§ Work item:
What lines below contain the string "above"? List them all.

§ Available data:
·····

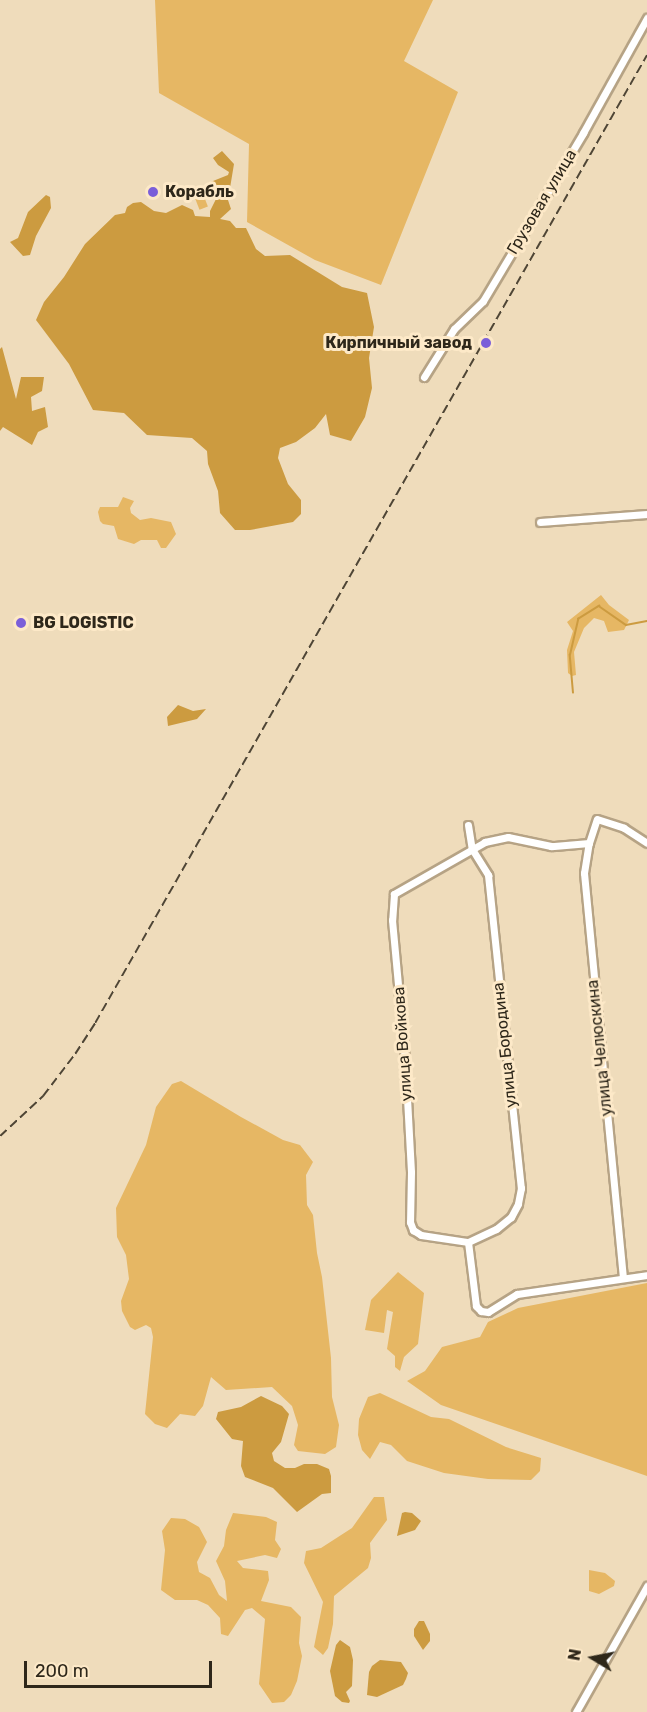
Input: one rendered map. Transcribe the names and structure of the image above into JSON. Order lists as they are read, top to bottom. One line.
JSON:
{"streets":{"street":["Грузовая улица","улица Войкова","улица Бородина","улица Челюскина"]},"crossings":[["улица Войкова","улица Бородина"]],"places":["Корабль","Кирпичный завод","BG LOGISTIC"],"scale_bar":"200 m","north":"left"}
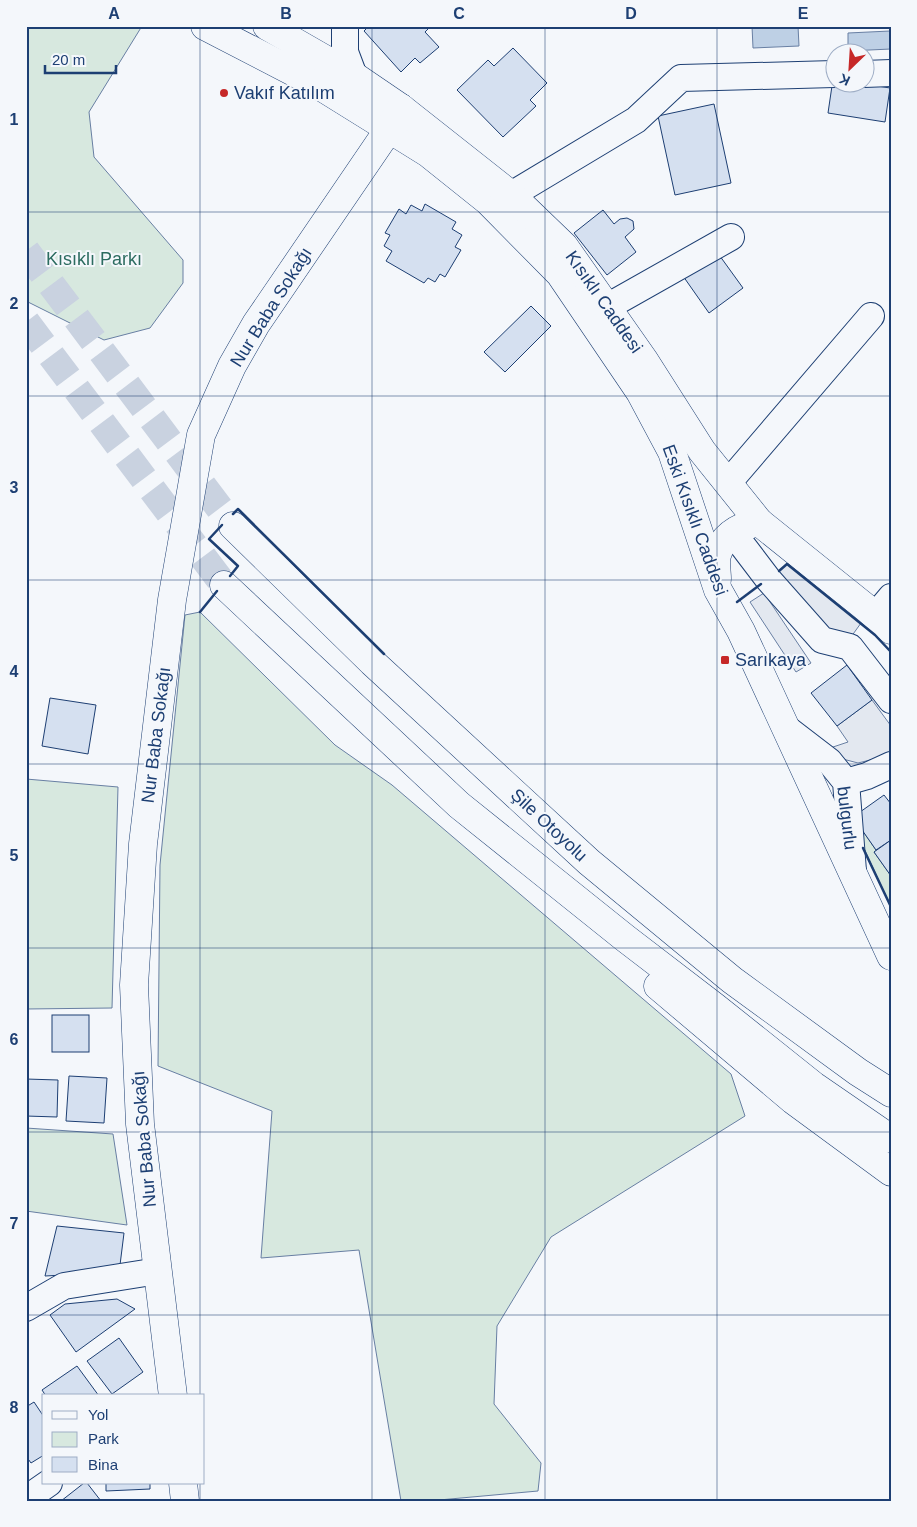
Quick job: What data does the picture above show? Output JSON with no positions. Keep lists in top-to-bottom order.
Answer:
{
  "streets": {
    "main road": [
      "Kısıklı Caddesi",
      "Nur Baba Sokağı",
      "Eski Kısıklı Caddesi",
      "Şile Otoyolu"
    ],
    "street": ["bulgurlu"]
  },
  "crossings": [
    ["Kısıklı Caddesi", "Nur Baba Sokağı"],
    ["Kısıklı Caddesi", "Eski Kısıklı Caddesi"],
    ["Nur Baba Sokağı", "Eski Kısıklı Caddesi"],
    ["Eski Kısıklı Caddesi", "bulgurlu"]
  ],
  "parks": ["Kısıklı Parkı"],
  "places": {
    "other": ["Vakıf Katılım"],
    "transit": ["Sarıkaya"]
  },
  "legend": ["Yol", "Park", "Bina"],
  "scale_bar": "20 m",
  "north": "bottom left",
  "grid": {
    "columns": [
      "A",
      "B",
      "C",
      "D",
      "E"
    ],
    "rows": [
      "1",
      "2",
      "3",
      "4",
      "5",
      "6",
      "7",
      "8"
    ]
  }
}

·····

§ Output for this task:
Input: one rendered map. Transcribe the names and structure of the image above into JSON. Order lists as they are read, top to bottom. One line.
Quick job: What data does the picture above show? Output JSON with no positions. Keep lists in top-to-bottom order.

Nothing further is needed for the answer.